[YOUR TASK] Could you return every line of the records below that contains the word "lineWidth"?

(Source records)
*** Block opens ***

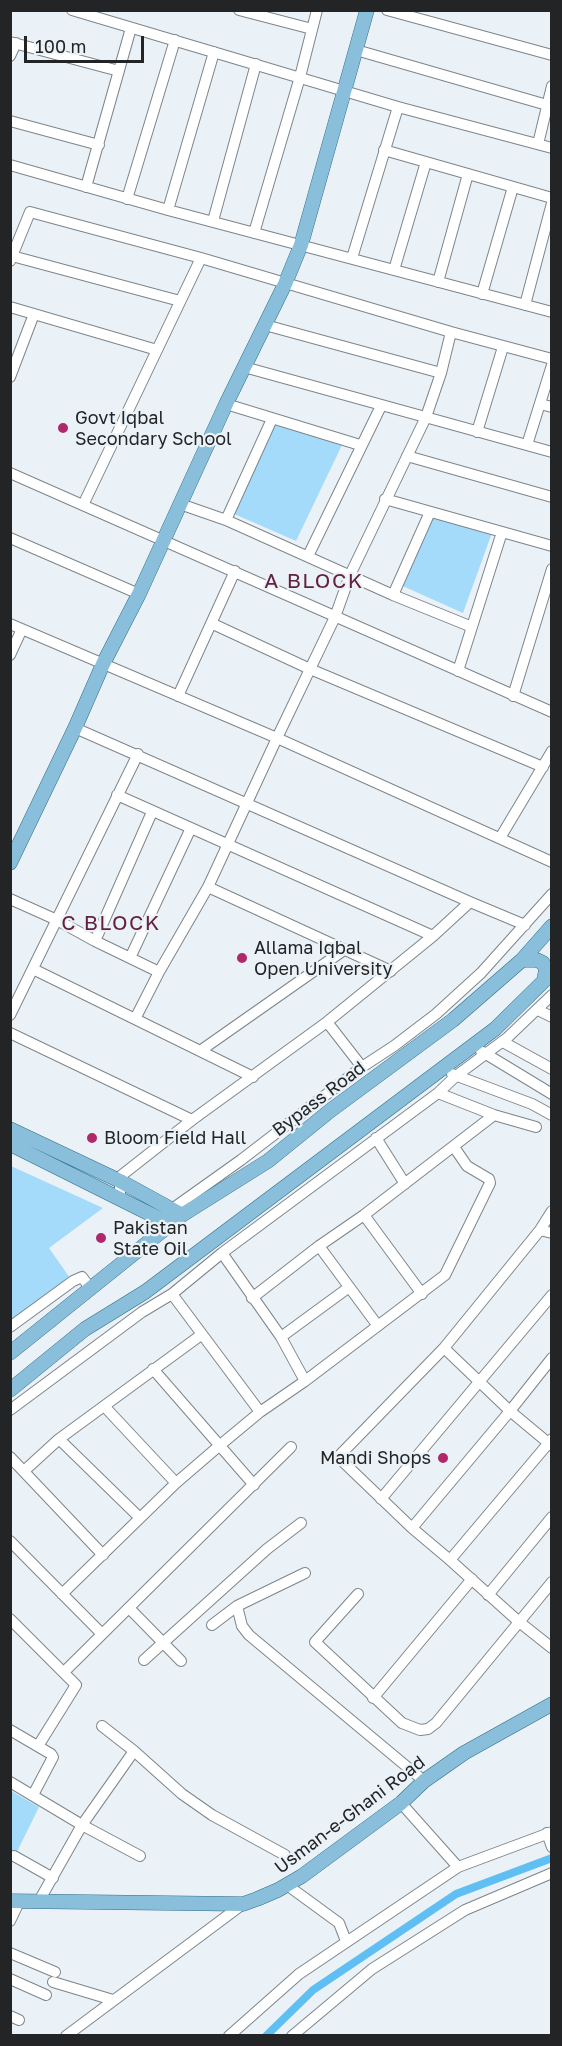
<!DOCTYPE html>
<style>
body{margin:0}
#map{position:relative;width:562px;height:2046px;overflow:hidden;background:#eaf2f7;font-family:"Golos Text",sans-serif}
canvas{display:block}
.frame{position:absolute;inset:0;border:12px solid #222426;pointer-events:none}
.scale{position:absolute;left:24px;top:36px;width:120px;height:27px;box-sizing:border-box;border:3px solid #222426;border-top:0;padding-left:8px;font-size:18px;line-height:21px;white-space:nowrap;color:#222426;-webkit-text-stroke:4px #eaf2f7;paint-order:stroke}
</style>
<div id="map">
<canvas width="562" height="2046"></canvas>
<div class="frame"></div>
<div class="scale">100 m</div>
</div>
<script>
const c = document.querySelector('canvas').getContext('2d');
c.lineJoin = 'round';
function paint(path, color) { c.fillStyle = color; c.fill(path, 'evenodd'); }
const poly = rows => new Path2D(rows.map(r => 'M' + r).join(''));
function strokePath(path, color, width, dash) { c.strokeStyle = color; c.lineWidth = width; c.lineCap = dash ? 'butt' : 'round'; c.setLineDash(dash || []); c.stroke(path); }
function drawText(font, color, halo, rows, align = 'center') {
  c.font = font + ' "Golos Text",sans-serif'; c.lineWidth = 4.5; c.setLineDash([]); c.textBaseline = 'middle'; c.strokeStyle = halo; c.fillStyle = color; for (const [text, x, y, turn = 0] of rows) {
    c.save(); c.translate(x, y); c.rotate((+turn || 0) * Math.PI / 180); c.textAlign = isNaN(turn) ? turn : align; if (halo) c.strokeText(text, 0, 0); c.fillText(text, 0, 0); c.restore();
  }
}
paint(poly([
 [272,419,343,443,296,541,232,513],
 [427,510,493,530,463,613,396,583],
 [11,1166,103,1208,49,1248,70,1278,11,1322],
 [11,1791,39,1807,11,1864]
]), '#a4dbfb');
strokePath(poly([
 [266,2036,313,1990,456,1894,552,1858]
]), '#60bff2', 8);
const minor = poly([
 [72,10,398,107,552,148],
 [239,10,312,29],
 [387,10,552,55],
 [10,42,119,71],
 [356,50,547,105],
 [10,56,16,43],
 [10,121,99,145],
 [538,144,552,86],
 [384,150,552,198],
 [10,165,168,210,552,312],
 [86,187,131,28],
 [127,199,175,40],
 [168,210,214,52],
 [213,221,256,64],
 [254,233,300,77,317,10],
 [12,256,180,301],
 [352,258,398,107],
 [10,261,30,212,201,258,451,332,552,359],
 [394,270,426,162],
 [438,282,468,174],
 [482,294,513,187],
 [525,305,552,203],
 [10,307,157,350],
 [265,325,441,373],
 [244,367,552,452],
 [10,377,34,314],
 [226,404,360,445],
 [540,404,552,407],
 [477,432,503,347],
 [527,445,552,365],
 [407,456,552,497],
 [10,473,552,712],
 [385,499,552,546],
 [180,504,226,520,393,595,472,627],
 [83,505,201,258],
 [226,520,272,419],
 [10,538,139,594],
 [308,556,381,406],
 [393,595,430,512],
 [10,624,277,738,552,862],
 [213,624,310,669,543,767],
 [10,655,22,629],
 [458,671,502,532],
 [178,696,235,571],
 [513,696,552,569],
 [75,728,470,902],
 [117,795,433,936],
 [500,838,552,751],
 [208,887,391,971],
 [10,899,57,920,95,941,159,972],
 [95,941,152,812],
 [130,958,191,828],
 [33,969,135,1019,159,972,208,887,277,738,335,617,350,575,426,417,441,373,451,332],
 [538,1010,552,1017],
 [10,1015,138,754],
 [135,1019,253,1077],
 [327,1022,362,1067],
 [10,1033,192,1120,327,1022,433,936,470,902,525,925],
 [503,1042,552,1069],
 [200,1051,344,950],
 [481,1051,552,1094],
 [452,1074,532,1104,552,1115],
 [438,1093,494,1115,536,1127],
 [376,1138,405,1184],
 [120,1199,120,1181,122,1175,192,1120],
 [168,1212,241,1160,362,1067,394,1046,436,1014,481,973,552,894],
 [364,1215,422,1294],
 [540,1230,552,1211],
 [552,1233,540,1230,444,1348,338,1457,412,1528,450,1560,518,1621,552,1648],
 [319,1246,378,1326],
 [222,1253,281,1337,305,1381],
 [172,1294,260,1412],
 [252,1298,319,1246,364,1215,494,1115],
 [10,1327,73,1281,82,1277,90,1288],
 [281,1337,348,1288],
 [444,1348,510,1411,552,1446],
 [153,1369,254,1485],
 [104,1406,176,1483],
 [10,1410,142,1312,172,1294,222,1253,438,1093,456,1076,507,1038,552,995],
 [59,1439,140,1518],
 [10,1457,103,1555],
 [24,1471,59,1439,201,1335],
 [381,1499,552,1295],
 [412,1528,510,1411,552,1358],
 [10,1541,102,1634],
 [450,1560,552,1439],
 [62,1594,176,1483,219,1446,260,1412,305,1381,445,1275,490,1183,489,1179,467,1166,454,1147],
 [358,1594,315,1642,402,1723,420,1730,428,1729,436,1723,552,1582],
 [488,1595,552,1517],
 [237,1606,242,1626,249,1635,424,1781],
 [129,1608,181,1661],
 [10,1619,76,1685,38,1746],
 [212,1625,237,1606,305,1573],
 [144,1660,267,1549,301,1523],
 [64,1672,291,1447],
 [373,1698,472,1579],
 [102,1726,134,1751,182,1794,212,1815,285,1855],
 [10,1730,51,1754,53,1757,33,1795],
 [10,1782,82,1825,140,1856],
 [401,1803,458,1867],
 [547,1833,552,1847],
 [14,1856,53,1878],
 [287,1885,339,1923,346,1941],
 [39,1901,82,1825,134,1751],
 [10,1921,20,1900],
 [10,1953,55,1972],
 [10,1979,46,1995],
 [53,1982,113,2000],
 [10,2016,19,2020],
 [66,2036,243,1904],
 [229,2036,299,1974,458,1867,552,1832],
 [292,2036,372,1969,465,1910,552,1873]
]);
const major = poly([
 [10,863,75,728,103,664,139,594,226,404,285,284,301,245,367,10],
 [522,960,537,960,543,963,546,969,544,981],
 [10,1129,120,1181,182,1215],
 [10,1144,170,1224],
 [10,1353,182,1215,268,1161,331,1110,453,1020,522,960,552,926],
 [10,1390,85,1329,145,1292,495,1029,552,973],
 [10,1901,243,1904,257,1899,278,1890,302,1876,401,1803,424,1781,464,1753,552,1704]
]);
strokePath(minor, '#7e858a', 12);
strokePath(major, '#326d8b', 15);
strokePath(minor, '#fff', 10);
strokePath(major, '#89bfda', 14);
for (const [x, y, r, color] of [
 [63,428,6,"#b0286a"],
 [242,958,6,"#b0286a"],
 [92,1138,6,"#b0286a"],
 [101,1238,6,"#b0286a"],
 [443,1458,6,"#b0286a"]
]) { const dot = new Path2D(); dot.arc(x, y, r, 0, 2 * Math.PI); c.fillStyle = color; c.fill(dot); strokePath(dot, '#eaf2f7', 2); }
drawText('18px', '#222426', '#eaf2f7', [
 ["Govt Iqbal",75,418],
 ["Secondary School",75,439],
 ["Allama Iqbal",254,948],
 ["Open University",254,969],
 ["Bloom Field Hall",104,1138],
 ["Pakistan",113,1228],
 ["State Oil",113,1249],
 ["Mandi Shops",431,1458,"right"]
], 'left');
drawText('18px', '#222426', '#eaf2f7', [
 ["Bypass Road",319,1099,-37],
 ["Usman-e-Ghani Road",350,1815,-37]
]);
c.letterSpacing = '1.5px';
drawText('21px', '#63213e', '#eaf2f7', [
 ["A BLOCK",314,581],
 ["C BLOCK",111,923]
]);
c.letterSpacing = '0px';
</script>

*** Block closes ***

[SOLVED PROBLEM]
function strokePath(path, color, width, dash) { c.strokeStyle = color; c.lineWidth = width; c.lineCap = dash ? 'butt' : 'round'; c.setLineDash(dash || []); c.stroke(path); }
  c.font = font + ' "Golos Text",sans-serif'; c.lineWidth = 4.5; c.setLineDash([]); c.textBaseline = 'middle'; c.strokeStyle = halo; c.fillStyle = color; for (const [text, x, y, turn = 0] of rows) {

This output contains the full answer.